Pis ihtiyar seni. Yazdım seni unutma..
Yani evren “yakışıklı ve bekar” dileğimi tam anlamamış olabilir… Ama sürprizli ve çözülmesi gereken biri göndermeyi uygun görmüş.
Bekle beni suratsız komşu… Çünkü Asya sıkıldı, Asya meraklı, Asya artık seni kara defterine yazmak istiyor.
"Merve akşam parka gidip çekirdek çitledek mi? Bak beş yüz liralık alışveriş yaparsan çekirdek on liraya geliyor. Sen beş yüz liralık birşeyler al.. Bende on lira koyup üstüne çekirdeği alayım."
"Ananın akıllı kızı sen misin?" diyerek saçma bir soru sordu. Tabiki de bendim yani zaten benden başka kızı yok. Haa akıllı çocuğu dese o zaman abim derdim. Ama şimdi abimi söyleyince de bunun ağzının suları akıyor. Abim diye söylemiyorum ama taş, taş mübarek. Annem, babam tümüyle ona çalışmış ben öyle rast gele gelmişim gibi dünyaya.

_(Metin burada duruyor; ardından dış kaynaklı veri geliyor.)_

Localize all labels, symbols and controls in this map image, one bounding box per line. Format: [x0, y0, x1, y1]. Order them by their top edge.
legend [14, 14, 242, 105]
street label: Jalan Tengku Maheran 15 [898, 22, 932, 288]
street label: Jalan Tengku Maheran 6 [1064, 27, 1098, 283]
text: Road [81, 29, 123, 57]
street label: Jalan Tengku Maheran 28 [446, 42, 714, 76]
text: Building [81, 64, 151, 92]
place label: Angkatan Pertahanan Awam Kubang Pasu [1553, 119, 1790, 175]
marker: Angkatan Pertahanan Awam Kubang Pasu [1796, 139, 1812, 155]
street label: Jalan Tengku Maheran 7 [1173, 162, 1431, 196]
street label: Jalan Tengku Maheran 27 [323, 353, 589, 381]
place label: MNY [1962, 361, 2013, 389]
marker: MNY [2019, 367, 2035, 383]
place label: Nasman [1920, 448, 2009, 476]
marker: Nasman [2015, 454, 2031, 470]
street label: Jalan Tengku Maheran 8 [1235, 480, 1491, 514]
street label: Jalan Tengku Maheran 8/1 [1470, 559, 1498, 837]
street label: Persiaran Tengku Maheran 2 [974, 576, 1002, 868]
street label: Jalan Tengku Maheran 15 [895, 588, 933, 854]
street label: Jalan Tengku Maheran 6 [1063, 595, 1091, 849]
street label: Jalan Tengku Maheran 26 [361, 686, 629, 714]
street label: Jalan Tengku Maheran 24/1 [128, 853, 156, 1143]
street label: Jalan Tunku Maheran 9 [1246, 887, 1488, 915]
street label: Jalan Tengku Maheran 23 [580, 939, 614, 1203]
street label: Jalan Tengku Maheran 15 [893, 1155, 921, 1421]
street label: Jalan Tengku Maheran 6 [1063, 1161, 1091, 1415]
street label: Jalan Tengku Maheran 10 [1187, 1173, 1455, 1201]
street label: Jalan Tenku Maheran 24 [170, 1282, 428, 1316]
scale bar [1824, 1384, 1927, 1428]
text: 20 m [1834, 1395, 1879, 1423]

"Ay be tamam alma. Ben de abimi arayacaktım hep birlikte otururuz diye" dediğim anda hemen yumuşayıp
"İyi be tamam alırız. Zaten annemin listesi vardı onları alırsam yeter."
Bak böyle işte niye beni uğraştırıyorsun..

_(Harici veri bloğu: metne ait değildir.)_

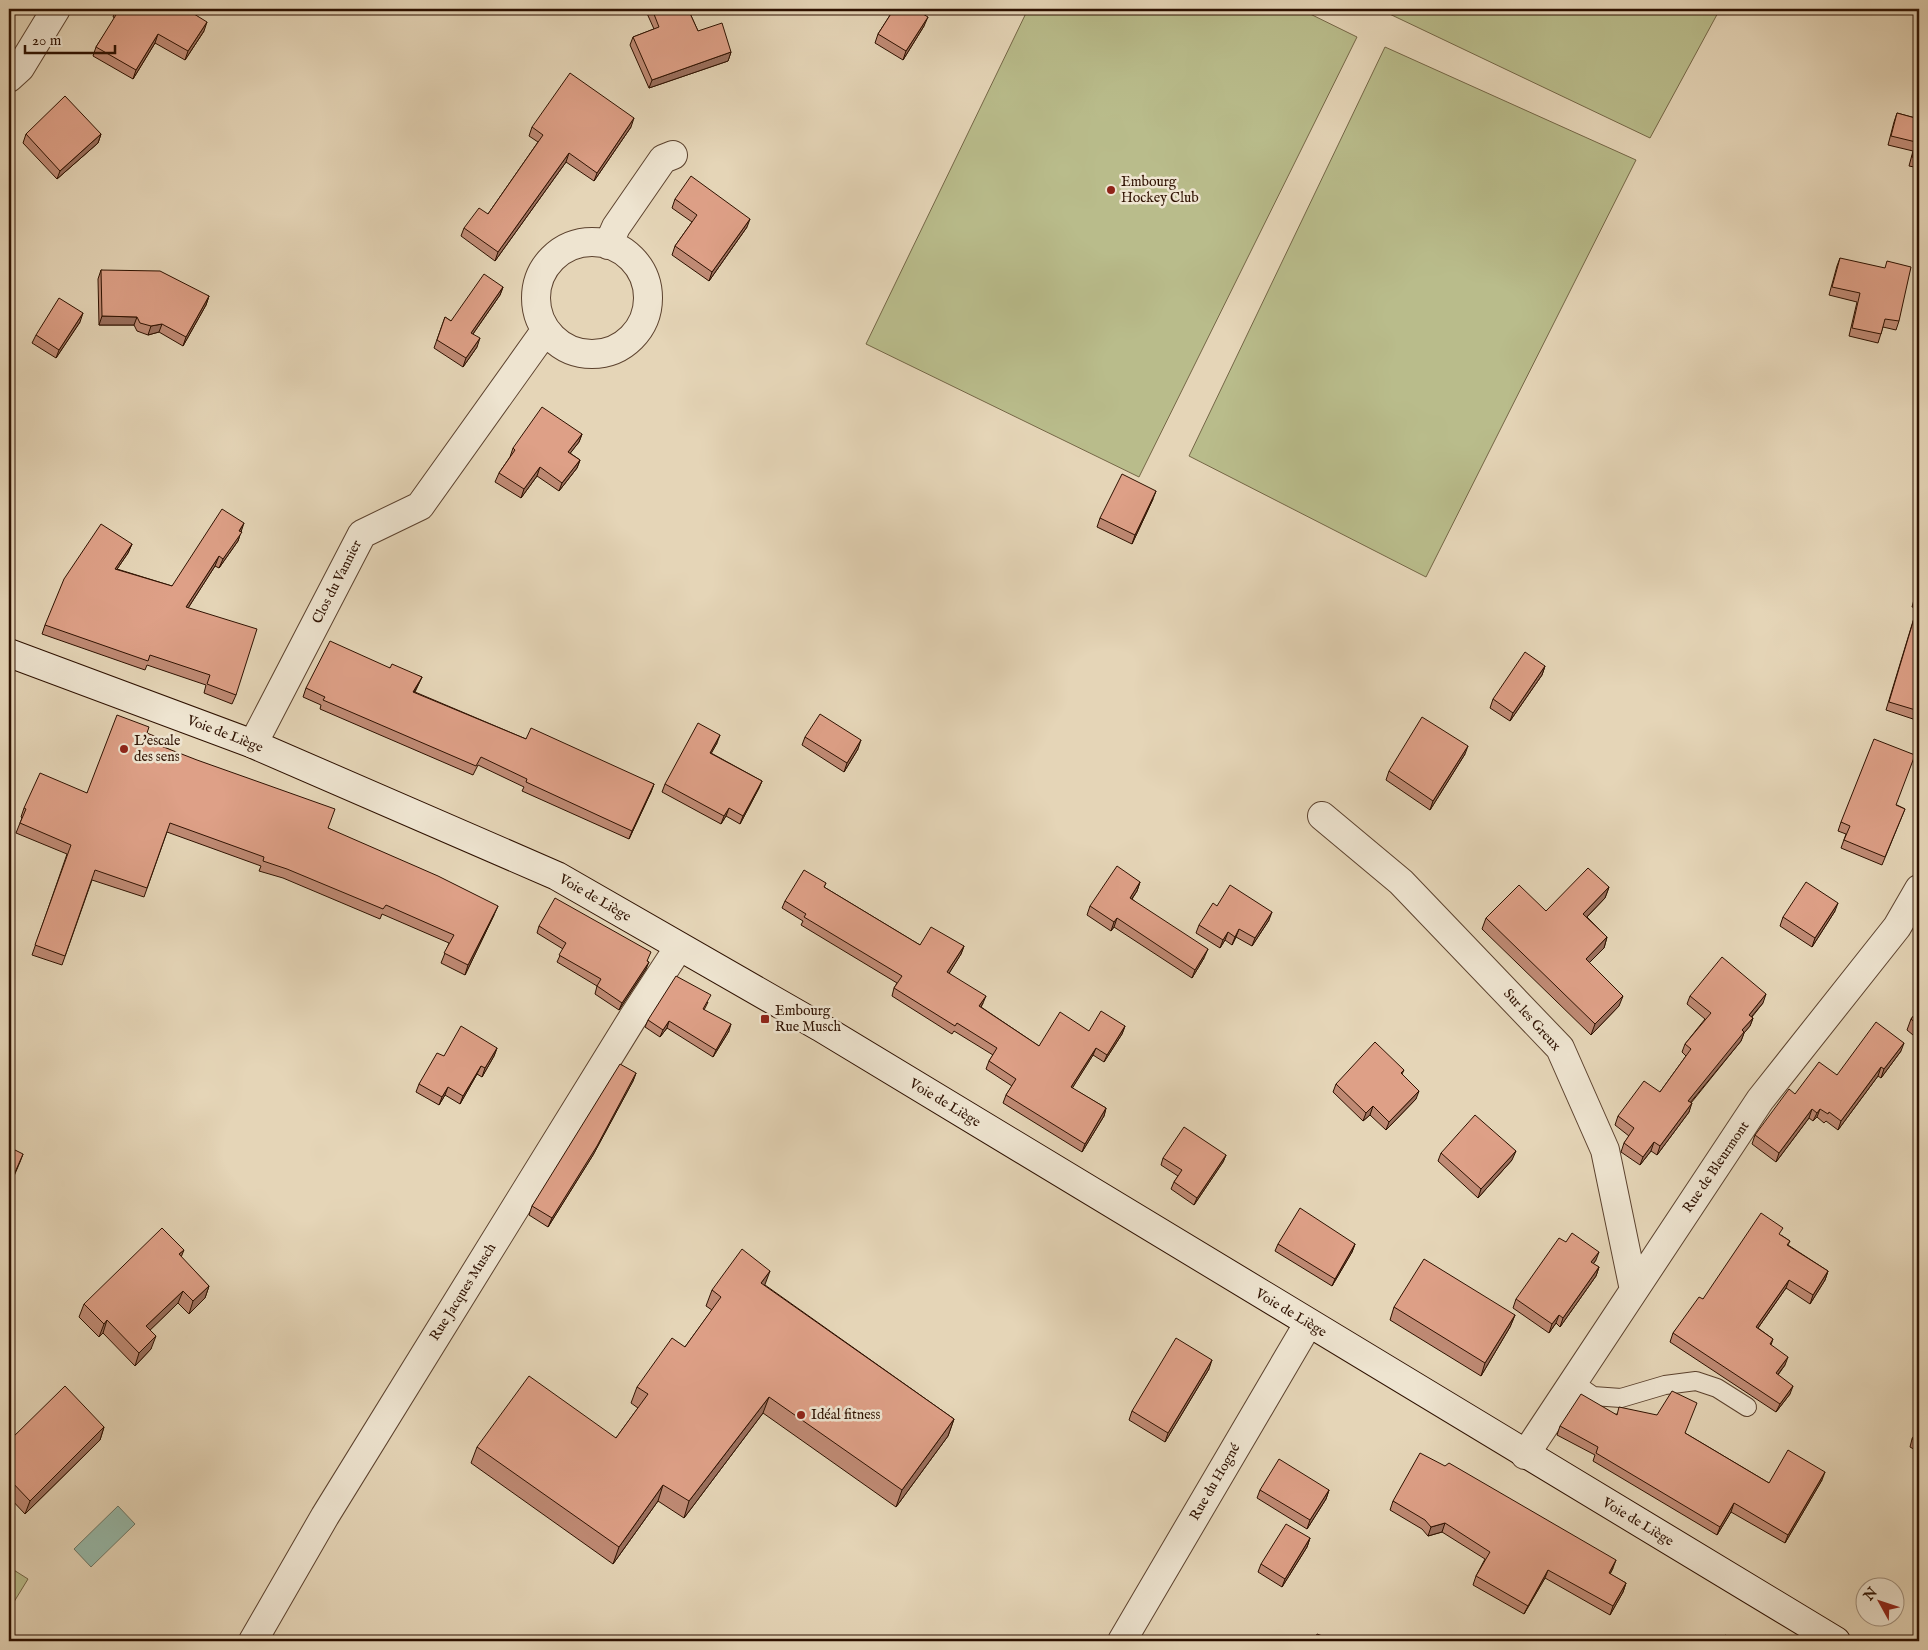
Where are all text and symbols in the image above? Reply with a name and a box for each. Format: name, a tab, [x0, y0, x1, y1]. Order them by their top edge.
scale bar	[25, 22, 115, 54]
text: 20 m	[32, 31, 62, 50]
place label: Embourg Hockey Club	[1121, 173, 1199, 207]
marker: Embourg Hockey Club	[1105, 184, 1117, 196]
street label: Clos du Vannier	[308, 537, 366, 627]
street label: Voie de Liège	[183, 711, 266, 757]
place label: L'escale des sens	[134, 732, 181, 766]
marker: L'escale des sens	[118, 743, 130, 755]
street label: Voie de Liège	[555, 870, 635, 926]
street label: Sur les Greux	[1499, 985, 1565, 1055]
place label: Embourg Rue Musch	[775, 1002, 842, 1036]
marker: Embourg Rue Musch	[759, 1013, 771, 1025]
street label: Voie de Liège	[905, 1074, 984, 1132]
street label: Rue de Bleurmont	[1679, 1118, 1753, 1216]
street label: Rue Jacques Musch	[426, 1239, 501, 1344]
street label: Voie de Liège	[1251, 1284, 1330, 1342]
place label: Idéal fitness	[811, 1406, 881, 1424]
marker: Idéal fitness	[795, 1409, 807, 1421]
street label: Rue du Hogné	[1186, 1440, 1245, 1524]
street label: Voie de Liège	[1598, 1493, 1677, 1551]
north arrow	[1856, 1578, 1906, 1628]
text: N	[1859, 1584, 1882, 1605]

Eve gelip anneme tüm dedikoduları aktardıktan sonra iki saatlik izni kopardım. Abim bir haftadır gececi olduğu için de rahatım. Ayy ben bu bilgiyi Merve'ye söylemedim değil mi? Tühh nasıl da unutmuşum. Neyse artık acil karakoldan çağırmışlar derim. Abim polis sonuçta ne zaman çağırdıkları belli olmuyor.

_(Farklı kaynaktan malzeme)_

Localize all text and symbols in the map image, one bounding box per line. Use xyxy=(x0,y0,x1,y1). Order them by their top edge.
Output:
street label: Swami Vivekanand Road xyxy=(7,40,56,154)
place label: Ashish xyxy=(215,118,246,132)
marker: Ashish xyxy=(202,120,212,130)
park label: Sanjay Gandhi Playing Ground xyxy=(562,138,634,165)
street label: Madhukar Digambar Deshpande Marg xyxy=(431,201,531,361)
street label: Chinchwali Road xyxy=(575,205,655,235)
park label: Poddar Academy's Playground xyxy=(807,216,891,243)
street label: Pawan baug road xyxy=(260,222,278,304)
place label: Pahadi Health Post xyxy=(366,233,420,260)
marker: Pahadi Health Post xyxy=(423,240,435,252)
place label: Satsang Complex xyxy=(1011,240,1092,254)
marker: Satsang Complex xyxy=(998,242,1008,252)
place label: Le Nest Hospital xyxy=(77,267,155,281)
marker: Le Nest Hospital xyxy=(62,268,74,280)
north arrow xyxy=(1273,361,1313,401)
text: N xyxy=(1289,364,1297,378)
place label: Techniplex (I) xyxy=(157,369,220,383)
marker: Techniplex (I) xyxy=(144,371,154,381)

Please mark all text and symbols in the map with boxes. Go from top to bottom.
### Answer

Parka giderken aldığımız çekirdeğin yanına iki tane de içecek aldım. Neyse bu kadarını da yapayım değil mi?
Parka geldiğim de Merve'ye baktım hala gelmemiş. Aradığımda "bekle on dakikaya oradayım. Keşke burada olsaydın Asya.. Neyse hadi kapat, kapat.." diyerek suratıma kapattı. Hadsiz.. suratıma kapattı. Neyse ben de onun suratına kapatırım ödeşiriz.
Merve'yi beklerken birazcık abimi gıçık edeyim diyerek onu aradım.
"Önemli değilse sonra ara Asya." diyerek telefonu açan abime tabiki de önemli diyerek konuşmaya başladım. Ama otuzuncu saniyesinde telefon yüzüme kapatıldı. Lan ne oluyor bugün bunlara? Ayıp ya ayıp.. Belki kaçırıldım, belki yerimi bulun diye boş konuşuyorum, belki laf arasında yerini söyleyeceğim değil mi? Yani bunların hepsi olabilir. Öyle şak diye suratıma kapatılır mı?
Merve'nin geldiğini görünce biraz moralim yerine geldi. Konuşur sinir eder onun moralini bozarsam benim ki düzelir değil mi? 🤣
"Sen burada böyle otur mahallede neler oluyor bir bilsen." diyerek daha yanıma gelmeden konuşmaya başladı. Kim, kime kaçtı acaba? Yada kim kocasını metresiyle bastı? Hayır yani bizim mahallede ne olmuş olabilir. Yüksek, yüksek binaların içinde kim ne yapıyor ben nereden bileyim. Hem ben oturmasam kime ne yapacağım orası da ayrı bir tartışma konusu, o yüzden hiç girmeyelim.
"Ne olmuş olabilir acaba Merve?? Çok merak ettim Allah aşkına bi anlatsana?"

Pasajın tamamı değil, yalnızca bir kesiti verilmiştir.